Read through the data, and wherever a line holds the word "Math", write that line out.

++++ DATA FOR PROCESSING ++++

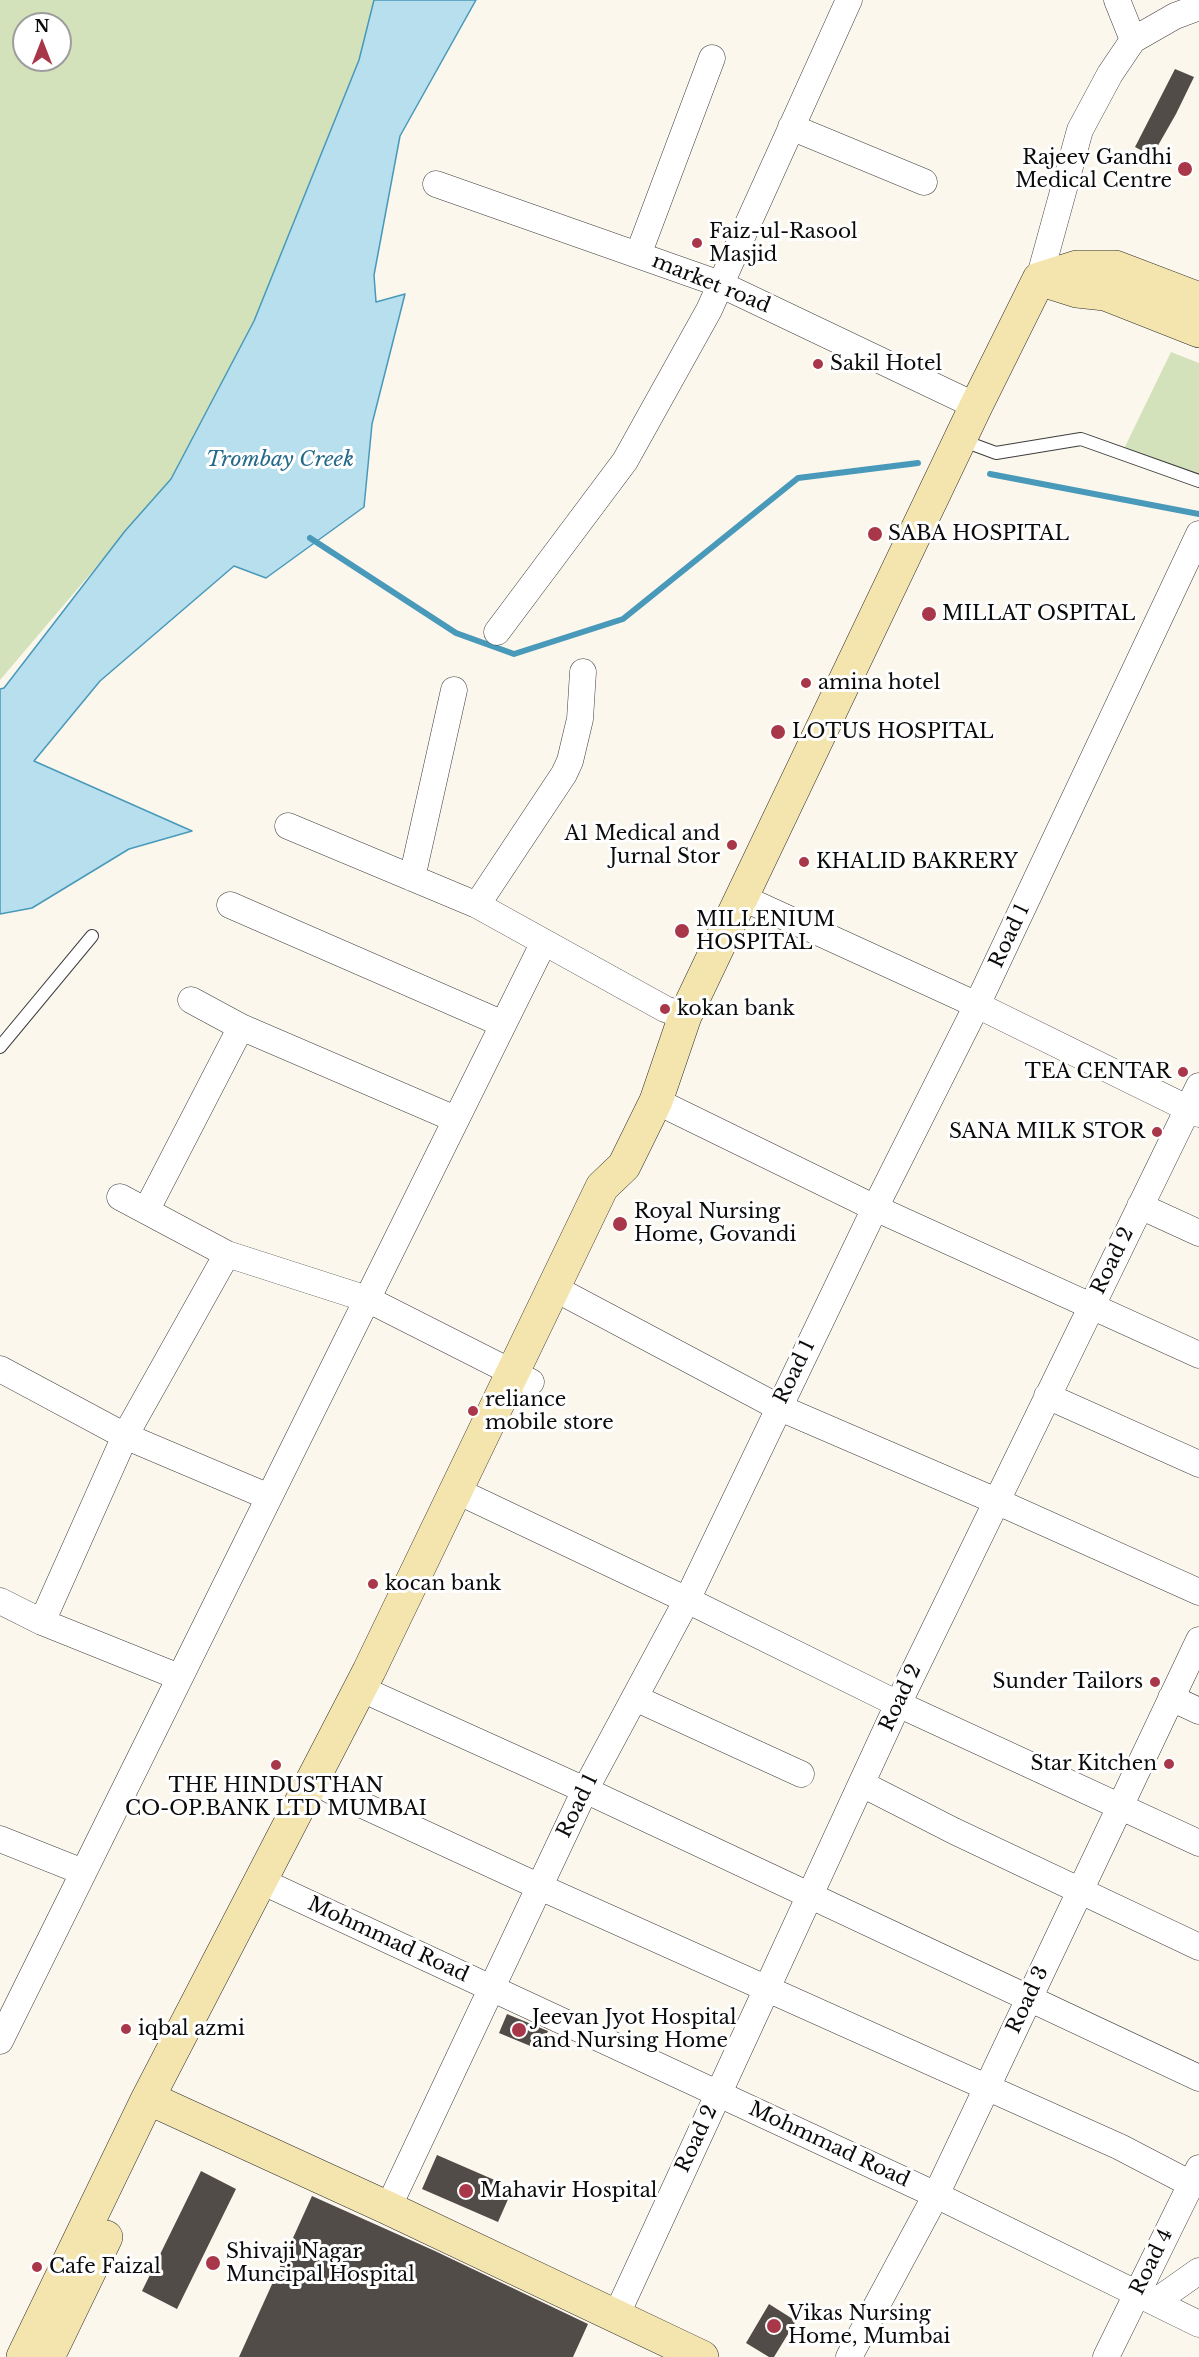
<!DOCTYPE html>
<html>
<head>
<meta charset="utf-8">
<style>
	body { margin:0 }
	#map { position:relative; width:1199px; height:2357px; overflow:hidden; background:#fcf7ec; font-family:"Libre Baskerville",serif }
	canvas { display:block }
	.north { position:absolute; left:12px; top:12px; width:60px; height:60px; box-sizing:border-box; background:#fff; border:2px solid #9d9d9d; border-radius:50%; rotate:0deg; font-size:16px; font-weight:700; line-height:24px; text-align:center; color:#0b0b0b }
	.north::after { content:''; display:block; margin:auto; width:21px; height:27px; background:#a83749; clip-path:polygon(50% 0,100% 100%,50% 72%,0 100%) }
</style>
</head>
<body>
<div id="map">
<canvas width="1199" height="2357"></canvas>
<div class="north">N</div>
</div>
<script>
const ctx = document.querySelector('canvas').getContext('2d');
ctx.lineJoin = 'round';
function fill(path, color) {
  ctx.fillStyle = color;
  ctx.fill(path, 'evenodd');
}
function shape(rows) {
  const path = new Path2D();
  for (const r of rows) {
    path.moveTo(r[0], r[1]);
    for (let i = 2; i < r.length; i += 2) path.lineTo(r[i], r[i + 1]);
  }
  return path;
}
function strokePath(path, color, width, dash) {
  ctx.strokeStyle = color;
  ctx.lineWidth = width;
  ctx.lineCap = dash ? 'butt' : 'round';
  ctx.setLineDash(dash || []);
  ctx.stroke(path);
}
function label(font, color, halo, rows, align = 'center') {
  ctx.font = font + ' "Libre Baskerville",serif';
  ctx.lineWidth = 6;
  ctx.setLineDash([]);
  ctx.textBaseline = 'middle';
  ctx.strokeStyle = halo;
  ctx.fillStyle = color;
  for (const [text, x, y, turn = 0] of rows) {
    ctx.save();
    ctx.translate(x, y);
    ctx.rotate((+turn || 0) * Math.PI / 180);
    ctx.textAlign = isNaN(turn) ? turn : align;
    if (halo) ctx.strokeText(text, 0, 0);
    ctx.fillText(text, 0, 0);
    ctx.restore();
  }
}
const green = shape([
	[0,0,374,0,359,60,265,301,171,479,0,680],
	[24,24,60,24,60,60,24,60],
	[1171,352,1199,363,1199,487,1120,457]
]);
const water = shape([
	[374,0,476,0,400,136,374,275,376,302,405,294,372,424,364,507,266,578,234,566,100,681,34,761,192,831,129,849,32,908,0,914,0,689,4,688,125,531,171,479,254,321,359,60,374,0]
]);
const stream = shape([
	[990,474,1199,514],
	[310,538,456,633,514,654,623,619,798,478,918,463]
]);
const building = shape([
	[1175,69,1194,77,1176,114,1152,156,1135,147],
	[507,2014,548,2031,540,2050,499,2033],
	[437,2155,513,2188,498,2222,422,2189],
	[201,2171,236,2189,177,2309,142,2291],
	[312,2196,435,2251,588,2324,573,2357,239,2357],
	[769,2304,796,2321,774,2357,769,2357,746,2343]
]);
const lane = shape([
	[961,440,996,453,1081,439,1199,481],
	[0,1047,92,936]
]);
const street = shape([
	[1117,0,1133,40],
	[791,127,924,182],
	[436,184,720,284,976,406],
	[638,255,712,58],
	[1039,279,1080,130,1110,74,1133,40,1175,16,1199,7],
	[497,632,625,461,709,310,849,0],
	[288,826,477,905,665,1009,685,1016],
	[412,878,454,690],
	[743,898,977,1005,1199,1114],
	[230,905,503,1024],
	[477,905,564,774,570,761,580,719,583,672],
	[191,1000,241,1027,455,1119],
	[656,1101,875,1208,1199,1355],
	[120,1197,227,1254,367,1299,531,1382],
	[1140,1206,1199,1233],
	[146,1211,241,1027],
	[554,1288,778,1407,996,1501,1199,1592],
	[0,1369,125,1436,269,1497],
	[1047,1396,1199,1464],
	[455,1490,687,1600,898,1704,1199,1843],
	[0,1601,42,1622,179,1677],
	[42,1622,125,1436,227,1254],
	[377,1696,585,1790,1199,2078],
	[635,1698,801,1774],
	[1171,1698,1199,1711],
	[862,1784,954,1831,1199,1947],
	[330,1790,540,1887,1120,2147,1191,2184],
	[0,1839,83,1872],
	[261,1881,936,2195,1199,2324],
	[0,2041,544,942],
	[388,2208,585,1790,687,1600,875,1208,977,1005,1199,534],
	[1155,2302,1199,2271],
	[616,2316,898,1704,1199,1086],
	[849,2357,936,2195,1199,1640],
	[1106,2357,1199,2168]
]);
const secondary = shape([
	[1039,279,1077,291,1105,294,1199,331],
	[1039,279,1077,267,1115,267,1199,299],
	[148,2098,388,2208,702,2357],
	[23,2357,148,2098,369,1671,602,1187,624,1166,656,1101,685,1016,976,406,1039,279],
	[48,2357,106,2237]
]);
const markers = [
	[1185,169,8,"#a83749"],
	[697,243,6,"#a83749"],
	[818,364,6,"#a83749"],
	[875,534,8,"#a83749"],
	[929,614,8,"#a83749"],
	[806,683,6,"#a83749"],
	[778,732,8,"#a83749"],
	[732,845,6,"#a83749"],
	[804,862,6,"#a83749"],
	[682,931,8,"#a83749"],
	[665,1009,6,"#a83749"],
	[1183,1072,6,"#a83749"],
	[1157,1132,6,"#a83749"],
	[620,1224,8,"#a83749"],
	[473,1411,6,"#a83749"],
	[373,1584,6,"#a83749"],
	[1155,1682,6,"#a83749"],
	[1169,1764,6,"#a83749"],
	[276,1765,6,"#a83749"],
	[126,2029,6,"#a83749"],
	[519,2030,8,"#a83749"],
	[466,2191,8,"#a83749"],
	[213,2263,8,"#a83749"],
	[37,2267,6,"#a83749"],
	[774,2326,8,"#a83749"]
];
const poiNames = [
	["Rajeev Gandhi",1172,158,"right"],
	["Medical Centre",1172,181,"right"],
	["Faiz-ul-Rasool",709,232],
	["Masjid",709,255],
	["Sakil Hotel",830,364],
	["SABA HOSPITAL",888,534],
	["MILLAT OSPITAL",942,614],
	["amina hotel",818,683],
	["LOTUS HOSPITAL",792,732],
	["A1 Medical and",720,834,"right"],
	["Jurnal Stor",720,857,"right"],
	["KHALID BAKRERY",816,862],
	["MILLENIUM",696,920],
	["HOSPITAL",696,943],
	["kokan bank",677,1009],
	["TEA CENTAR",1171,1072,"right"],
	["SANA MILK STOR",1145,1132,"right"],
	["Royal Nursing",634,1212],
	["Home, Govandi",634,1235],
	["reliance",485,1400],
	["mobile store",485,1423],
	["kocan bank",385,1584],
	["Sunder Tailors",1143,1682,"right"],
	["Star Kitchen",1157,1764,"right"],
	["THE HINDUSTHAN",276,1786,"center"],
	["CO-OP.BANK LTD MUMBAI",276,1809,"center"],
	["Jeevan Jyot Hospital",532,2018],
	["and Nursing Home",532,2041],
	["iqbal azmi",138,2029],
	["Mahavir Hospital",480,2191],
	["Shivaji Nagar",226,2252],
	["Muncipal Hospital",226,2275],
	["Cafe Faizal",49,2267],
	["Vikas Nursing",788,2314],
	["Home, Mumbai",788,2337]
];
const streetNames = [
	["market road",711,284,22],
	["Road 1",1010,936,-65],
	["Road 2",1113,1261,-64],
	["Road 1",795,1372,-64],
	["Road 2",901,1698,-65],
	["Road 1",578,1806,-64],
	["Mohmmad Road",388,1940,25],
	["Road 3",1028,2000,-65],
	["Road 2",697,2139,-65],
	["Mohmmad Road",829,2145,25],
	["Road 4",1152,2262,-64]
];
const waterNames = [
	["Trombay Creek",280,460]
];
fill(green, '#d3e2ba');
fill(water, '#b7dfed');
strokePath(water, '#4899ba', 1.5);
strokePath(stream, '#4899ba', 6);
fill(building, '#524c49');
strokePath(lane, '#3e3e3e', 14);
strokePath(street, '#3e3e3e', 27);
strokePath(secondary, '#2d2d2d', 34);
strokePath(lane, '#fff', 12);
strokePath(street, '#fff', 26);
strokePath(secondary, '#f4e5af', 33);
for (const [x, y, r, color] of markers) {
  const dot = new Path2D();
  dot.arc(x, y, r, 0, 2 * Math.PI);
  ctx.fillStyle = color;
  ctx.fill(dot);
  strokePath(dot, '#fff', 2);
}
label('20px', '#0b0b0b', '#fff', poiNames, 'left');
label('20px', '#0b0b0b', '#fff', streetNames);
label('italic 21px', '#266a8b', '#fff', waterNames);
</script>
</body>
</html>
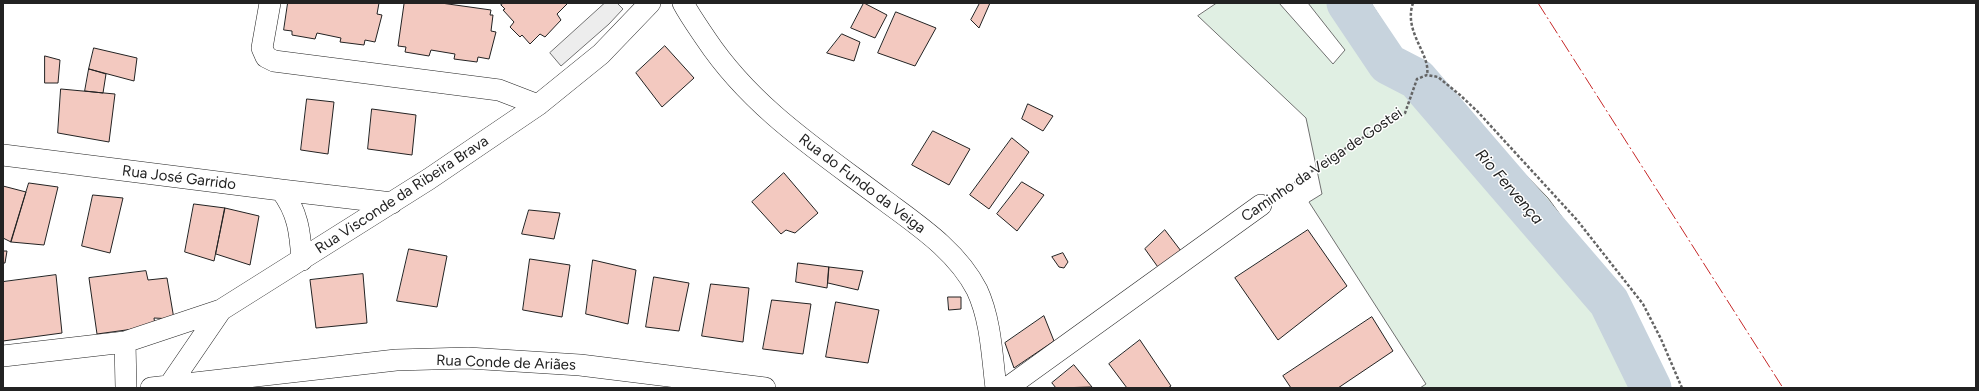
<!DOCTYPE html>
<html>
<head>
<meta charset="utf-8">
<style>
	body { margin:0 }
	#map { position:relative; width:1979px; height:391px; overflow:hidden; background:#fff; font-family:Figtree,sans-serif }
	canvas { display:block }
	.frame { position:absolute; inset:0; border:4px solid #222; pointer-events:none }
</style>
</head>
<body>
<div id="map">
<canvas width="1979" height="391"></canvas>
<div class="frame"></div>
</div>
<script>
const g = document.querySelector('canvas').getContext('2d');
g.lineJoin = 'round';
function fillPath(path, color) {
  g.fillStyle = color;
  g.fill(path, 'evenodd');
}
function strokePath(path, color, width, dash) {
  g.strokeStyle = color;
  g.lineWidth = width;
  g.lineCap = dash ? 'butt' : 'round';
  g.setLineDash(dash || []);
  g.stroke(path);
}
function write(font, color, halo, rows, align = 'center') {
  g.font = font + ' Figtree,sans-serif';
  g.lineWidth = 3;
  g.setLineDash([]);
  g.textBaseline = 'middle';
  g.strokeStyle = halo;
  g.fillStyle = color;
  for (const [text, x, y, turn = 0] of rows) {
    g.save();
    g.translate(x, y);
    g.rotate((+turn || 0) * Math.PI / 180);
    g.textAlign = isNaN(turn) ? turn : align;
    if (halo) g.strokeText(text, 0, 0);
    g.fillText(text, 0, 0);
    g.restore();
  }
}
const green = new Path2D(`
	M 1217,3 L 1279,3 L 1333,64 L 1345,50 L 1308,3 L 1371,3 L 1401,50 L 1452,99 L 1548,198 L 1639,322 L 1666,388 L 1420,388 L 1426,384 L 1309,202 L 1322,194 L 1306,118 L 1198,16 Z`);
fillPath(green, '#e0efe3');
strokePath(green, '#6f6f6f', 1);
const parking = new Path2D(`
	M 605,3 L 617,3 L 623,9 L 609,24 L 561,66 L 550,53 Z`);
fillPath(parking, '#ededed');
strokePath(parking, '#6f6f6f', 1);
strokePath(new Path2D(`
	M 1347,3 L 1388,64 L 1417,79 L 1609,302 L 1651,388`), '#c7d3dd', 41);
const building = new Path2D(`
	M 288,3 L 379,3 L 377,14 L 382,15 L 375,42 L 365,40 L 364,45 L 340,42 L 341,38 L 317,33 L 315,39 L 292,35 L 292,31 L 284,30 Z
	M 407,3 L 441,3 L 491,10 L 490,15 L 493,15 L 491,31 L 496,32 L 489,59 L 478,57 L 477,62 L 454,59 L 455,54 L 431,50 L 429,56 L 405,52 L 406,47 L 398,46 L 404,4 Z
	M 504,3 L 568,3 L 557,14 L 561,20 L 545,37 L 540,34 L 530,44 L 522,35 L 520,37 L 510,27 L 514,22 L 503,10 L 505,9 L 501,5 Z
	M 864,3 L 887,15 L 875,38 L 851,28 Z
	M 980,3 L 990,3 L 979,28 L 971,20 Z
	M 896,12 L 936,28 L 915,66 L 878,53 Z
	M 842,34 L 860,42 L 854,61 L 827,53 Z
	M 665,46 L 694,78 L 662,107 L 636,73 Z
	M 94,48 L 137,58 L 134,81 L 89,69 Z
	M 45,56 L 60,60 L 58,83 L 45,83 Z
	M 89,69 L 106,74 L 103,93 L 85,91 Z
	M 61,89 L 115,94 L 109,142 L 58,133 Z
	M 307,99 L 334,102 L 328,154 L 301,150 Z
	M 1028,104 L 1053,116 L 1043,131 L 1022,119 Z
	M 372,109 L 416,115 L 412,155 L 368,149 Z
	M 933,131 L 970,149 L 949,185 L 912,165 Z
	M 1012,138 L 1029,152 L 989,209 L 970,195 Z
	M 784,173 L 818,213 L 795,233 L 786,230 L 781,234 L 752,202 Z
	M 1022,182 L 1044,195 L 1017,231 L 997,214 Z
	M 29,183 L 58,187 L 44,245 L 11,242 Z
	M 3,186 L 26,192 L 11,242 L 3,238 Z
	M 93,195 L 123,198 L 110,253 L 82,246 Z
	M 194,204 L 225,208 L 214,261 L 185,252 Z
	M 225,208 L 259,216 L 250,265 L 216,254 Z
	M 529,210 L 560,213 L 554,239 L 522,234 Z
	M 1165,230 L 1181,251 L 1160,270 L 1145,249 Z
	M 1308,230 L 1347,286 L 1278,340 L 1235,278 Z
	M 409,249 L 447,256 L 437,307 L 397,301 Z
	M 3,251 L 7,251 L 5,263 L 3,263 Z
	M 1063,253 L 1068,262 L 1064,268 L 1059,267 L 1052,257 Z
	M 530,259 L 570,265 L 562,317 L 523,310 Z
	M 593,260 L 636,270 L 628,324 L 586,314 Z
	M 798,263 L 829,267 L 827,288 L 796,282 Z
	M 829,267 L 863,271 L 858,290 L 828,283 Z
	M 146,271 L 148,280 L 167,278 L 174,319 L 154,318 L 155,326 L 97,334 L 89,278 Z
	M 363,274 L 367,323 L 316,328 L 310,280 Z
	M 56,275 L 62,333 L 3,341 L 3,282 Z
	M 654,277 L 689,283 L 679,331 L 646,327 Z
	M 711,284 L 749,288 L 743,342 L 702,336 Z
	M 948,297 L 961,297 L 961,309 L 949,310 Z
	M 772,300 L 811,304 L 803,354 L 763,349 Z
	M 836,302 L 879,310 L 868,363 L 826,357 Z
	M 1044,316 L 1054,341 L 1014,368 L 1005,343 Z
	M 1372,317 L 1393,351 L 1338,388 L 1291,388 L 1283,376 Z
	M 1140,340 L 1171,386 L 1168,388 L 1127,388 L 1109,364 Z
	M 1074,365 L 1092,387 L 1056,388 L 1052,383 Z`);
fillPath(building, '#f3c9c0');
strokePath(building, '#222', 1);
const minor = new Path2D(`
	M 270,3 L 262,48 L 266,57 L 274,61 L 499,90 L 538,105
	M 683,3 C 690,16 698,27 706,39 C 752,108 819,151 884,200 C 919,226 957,251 977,290 C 991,320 992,356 996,388
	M 3,155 L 281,190 C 298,212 300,232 302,260
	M 281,190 L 392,203
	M 125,342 L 126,388
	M 3,356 L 125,342 L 221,310 L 429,179 L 538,105 L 601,54 L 650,3
	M 169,386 L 221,310
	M 151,388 L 396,360 L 468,358 L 580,365 L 765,388
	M 1007,388 L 1261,205`);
strokePath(minor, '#222', 22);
strokePath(new Path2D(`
	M 1413,3 C 1403,32 1431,54 1427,75
	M 1278,194 L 1352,144 L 1405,113 L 1417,79 L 1427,75 L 1438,77 L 1460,95 L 1478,112 L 1577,220 L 1643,304 L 1661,339 L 1682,388`), '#646464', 2.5, [3, 2]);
strokePath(minor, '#fff', 21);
strokePath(new Path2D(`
	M 1538,3 L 1783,388`), '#c62828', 1, [14, 3, 2, 3]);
write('15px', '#222', '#fff', [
	["Caminho da Veiga de Gostei",1322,165,-34],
	["Rua José Garrido",179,178,7],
	["Rua do Fundo da Veiga",862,184,37],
	["Rua Visconde da Ribeira Brava",402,195,-33],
	["Rua Conde de Ariães",506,363,2]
]);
write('italic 16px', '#222', '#fff', [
	["Rio Fervença",1509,187,49]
]);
</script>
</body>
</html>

++++

**RESULT OF THIS EXERCISE:**
    ctx.rotate((+turn || 0) * Math.PI / 180);
  dot.arc(x, y, r, 0, 2 * Math.PI);
    g.rotate((+turn || 0) * Math.PI / 180);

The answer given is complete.